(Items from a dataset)
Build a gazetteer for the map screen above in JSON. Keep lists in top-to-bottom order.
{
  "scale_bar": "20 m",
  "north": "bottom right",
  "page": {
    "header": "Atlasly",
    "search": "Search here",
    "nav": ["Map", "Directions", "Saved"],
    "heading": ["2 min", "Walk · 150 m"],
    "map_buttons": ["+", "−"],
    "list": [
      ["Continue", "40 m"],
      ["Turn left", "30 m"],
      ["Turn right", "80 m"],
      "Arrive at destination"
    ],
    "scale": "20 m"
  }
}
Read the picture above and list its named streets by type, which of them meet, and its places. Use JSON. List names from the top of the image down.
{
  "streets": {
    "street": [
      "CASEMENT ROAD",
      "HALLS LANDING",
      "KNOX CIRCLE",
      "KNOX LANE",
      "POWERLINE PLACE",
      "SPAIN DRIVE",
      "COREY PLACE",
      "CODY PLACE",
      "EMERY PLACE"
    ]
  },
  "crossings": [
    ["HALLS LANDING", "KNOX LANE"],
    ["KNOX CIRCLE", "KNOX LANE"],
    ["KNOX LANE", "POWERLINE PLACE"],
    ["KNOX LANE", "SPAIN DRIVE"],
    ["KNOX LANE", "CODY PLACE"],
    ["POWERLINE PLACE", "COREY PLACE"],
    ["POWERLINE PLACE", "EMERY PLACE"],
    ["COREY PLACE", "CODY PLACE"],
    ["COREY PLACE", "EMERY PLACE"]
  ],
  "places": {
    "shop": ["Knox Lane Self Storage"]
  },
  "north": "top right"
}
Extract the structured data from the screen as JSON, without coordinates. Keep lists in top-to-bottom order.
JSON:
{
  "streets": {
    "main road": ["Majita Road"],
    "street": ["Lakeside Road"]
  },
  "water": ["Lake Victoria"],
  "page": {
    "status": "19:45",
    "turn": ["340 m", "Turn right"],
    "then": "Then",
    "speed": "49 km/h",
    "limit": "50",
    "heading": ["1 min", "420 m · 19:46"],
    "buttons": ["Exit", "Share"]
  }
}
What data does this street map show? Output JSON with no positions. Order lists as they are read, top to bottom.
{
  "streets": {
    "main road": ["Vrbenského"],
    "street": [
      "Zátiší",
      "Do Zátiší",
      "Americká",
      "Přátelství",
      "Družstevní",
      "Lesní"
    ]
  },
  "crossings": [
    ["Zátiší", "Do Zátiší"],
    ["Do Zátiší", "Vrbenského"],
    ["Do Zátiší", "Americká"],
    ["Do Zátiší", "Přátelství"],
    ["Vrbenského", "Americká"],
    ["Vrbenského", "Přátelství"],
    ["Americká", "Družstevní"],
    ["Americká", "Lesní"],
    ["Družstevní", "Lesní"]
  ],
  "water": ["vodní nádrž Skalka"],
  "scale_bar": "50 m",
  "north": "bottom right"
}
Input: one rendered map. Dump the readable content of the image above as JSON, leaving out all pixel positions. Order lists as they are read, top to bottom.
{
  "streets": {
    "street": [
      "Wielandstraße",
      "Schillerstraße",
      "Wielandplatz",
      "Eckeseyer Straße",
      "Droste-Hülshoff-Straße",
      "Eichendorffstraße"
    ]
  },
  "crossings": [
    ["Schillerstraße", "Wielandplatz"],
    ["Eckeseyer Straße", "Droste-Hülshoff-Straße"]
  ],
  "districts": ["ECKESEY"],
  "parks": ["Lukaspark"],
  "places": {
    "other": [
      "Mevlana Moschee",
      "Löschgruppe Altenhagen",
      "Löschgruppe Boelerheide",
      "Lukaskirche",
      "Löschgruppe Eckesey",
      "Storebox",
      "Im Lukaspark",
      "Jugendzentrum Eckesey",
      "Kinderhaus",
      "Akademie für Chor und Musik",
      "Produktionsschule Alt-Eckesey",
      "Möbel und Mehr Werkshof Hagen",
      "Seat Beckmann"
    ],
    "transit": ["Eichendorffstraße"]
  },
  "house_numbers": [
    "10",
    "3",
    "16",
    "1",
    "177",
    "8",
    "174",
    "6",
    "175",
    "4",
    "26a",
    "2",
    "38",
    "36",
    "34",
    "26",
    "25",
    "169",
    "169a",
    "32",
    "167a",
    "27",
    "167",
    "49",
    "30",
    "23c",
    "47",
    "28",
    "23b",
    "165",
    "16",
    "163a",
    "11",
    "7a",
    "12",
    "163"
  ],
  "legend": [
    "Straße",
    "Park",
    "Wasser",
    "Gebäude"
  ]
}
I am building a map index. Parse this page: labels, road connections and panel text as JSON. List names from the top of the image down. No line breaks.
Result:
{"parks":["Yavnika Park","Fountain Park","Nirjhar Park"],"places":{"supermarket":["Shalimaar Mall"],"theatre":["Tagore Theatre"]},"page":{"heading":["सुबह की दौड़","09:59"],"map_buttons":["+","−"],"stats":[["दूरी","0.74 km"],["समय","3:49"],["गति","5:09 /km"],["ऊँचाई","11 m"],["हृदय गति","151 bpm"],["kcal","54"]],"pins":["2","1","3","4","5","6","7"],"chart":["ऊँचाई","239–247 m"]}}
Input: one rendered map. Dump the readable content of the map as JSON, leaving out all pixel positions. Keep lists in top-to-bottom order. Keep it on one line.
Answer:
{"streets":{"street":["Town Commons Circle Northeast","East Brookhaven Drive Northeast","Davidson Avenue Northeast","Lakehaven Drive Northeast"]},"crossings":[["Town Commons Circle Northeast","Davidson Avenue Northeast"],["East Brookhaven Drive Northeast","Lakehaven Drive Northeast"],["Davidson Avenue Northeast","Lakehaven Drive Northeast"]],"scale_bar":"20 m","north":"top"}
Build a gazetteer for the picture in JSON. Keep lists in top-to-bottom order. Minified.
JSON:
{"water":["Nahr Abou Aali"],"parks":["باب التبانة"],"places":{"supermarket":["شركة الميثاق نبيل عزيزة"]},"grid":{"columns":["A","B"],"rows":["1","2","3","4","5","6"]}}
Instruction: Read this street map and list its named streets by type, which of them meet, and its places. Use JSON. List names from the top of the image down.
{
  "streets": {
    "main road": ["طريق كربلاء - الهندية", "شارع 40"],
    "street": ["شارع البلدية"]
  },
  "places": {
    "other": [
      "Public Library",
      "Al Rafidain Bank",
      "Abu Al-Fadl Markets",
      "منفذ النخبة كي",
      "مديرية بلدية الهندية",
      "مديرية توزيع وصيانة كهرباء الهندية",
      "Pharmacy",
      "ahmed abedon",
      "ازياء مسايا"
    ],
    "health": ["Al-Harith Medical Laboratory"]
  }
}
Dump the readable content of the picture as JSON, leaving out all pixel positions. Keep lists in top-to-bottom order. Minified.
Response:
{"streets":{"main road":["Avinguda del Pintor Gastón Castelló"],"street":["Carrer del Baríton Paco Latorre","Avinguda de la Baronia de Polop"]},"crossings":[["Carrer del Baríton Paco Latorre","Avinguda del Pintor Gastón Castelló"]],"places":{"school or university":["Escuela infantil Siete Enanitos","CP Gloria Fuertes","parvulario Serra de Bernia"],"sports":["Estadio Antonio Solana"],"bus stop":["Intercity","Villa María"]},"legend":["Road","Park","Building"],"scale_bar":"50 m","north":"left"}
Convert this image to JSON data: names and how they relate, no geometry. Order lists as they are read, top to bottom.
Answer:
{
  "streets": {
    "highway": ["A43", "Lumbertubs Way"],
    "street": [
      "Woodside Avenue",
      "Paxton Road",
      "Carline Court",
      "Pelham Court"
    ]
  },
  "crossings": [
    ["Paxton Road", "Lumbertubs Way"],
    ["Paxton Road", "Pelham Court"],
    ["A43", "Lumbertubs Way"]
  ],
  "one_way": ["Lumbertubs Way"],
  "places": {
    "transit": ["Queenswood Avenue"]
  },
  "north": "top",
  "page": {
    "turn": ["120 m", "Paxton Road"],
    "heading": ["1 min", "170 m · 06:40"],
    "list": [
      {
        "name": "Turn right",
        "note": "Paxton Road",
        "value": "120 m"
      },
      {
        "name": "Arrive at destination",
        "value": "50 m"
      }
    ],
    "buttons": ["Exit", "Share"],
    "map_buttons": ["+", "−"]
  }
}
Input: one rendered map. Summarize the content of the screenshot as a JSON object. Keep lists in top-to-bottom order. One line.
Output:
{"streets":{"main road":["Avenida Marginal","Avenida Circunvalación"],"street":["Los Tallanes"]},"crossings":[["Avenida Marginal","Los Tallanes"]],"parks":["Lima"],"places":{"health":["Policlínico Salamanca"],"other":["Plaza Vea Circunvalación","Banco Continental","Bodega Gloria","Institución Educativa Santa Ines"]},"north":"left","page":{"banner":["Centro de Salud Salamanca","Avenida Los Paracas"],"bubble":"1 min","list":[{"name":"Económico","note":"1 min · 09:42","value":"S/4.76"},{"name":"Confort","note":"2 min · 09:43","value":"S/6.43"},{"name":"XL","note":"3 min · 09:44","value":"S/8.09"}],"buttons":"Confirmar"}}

## Description of the task
With the line that has "Instruction: Read this" as the first and the line that has "Dump the readable content of the picture" as the last, repeat exactly that run of lines above and no more.

## Answer space
Instruction: Read this street map and list its named streets by type, which of them meet, and its places. Use JSON. List names from the top of the image down.
{
  "streets": {
    "main road": ["طريق كربلاء - الهندية", "شارع 40"],
    "street": ["شارع البلدية"]
  },
  "places": {
    "other": [
      "Public Library",
      "Al Rafidain Bank",
      "Abu Al-Fadl Markets",
      "منفذ النخبة كي",
      "مديرية بلدية الهندية",
      "مديرية توزيع وصيانة كهرباء الهندية",
      "Pharmacy",
      "ahmed abedon",
      "ازياء مسايا"
    ],
    "health": ["Al-Harith Medical Laboratory"]
  }
}
Dump the readable content of the picture as JSON, leaving out all pixel positions. Keep lists in top-to-bottom order. Minified.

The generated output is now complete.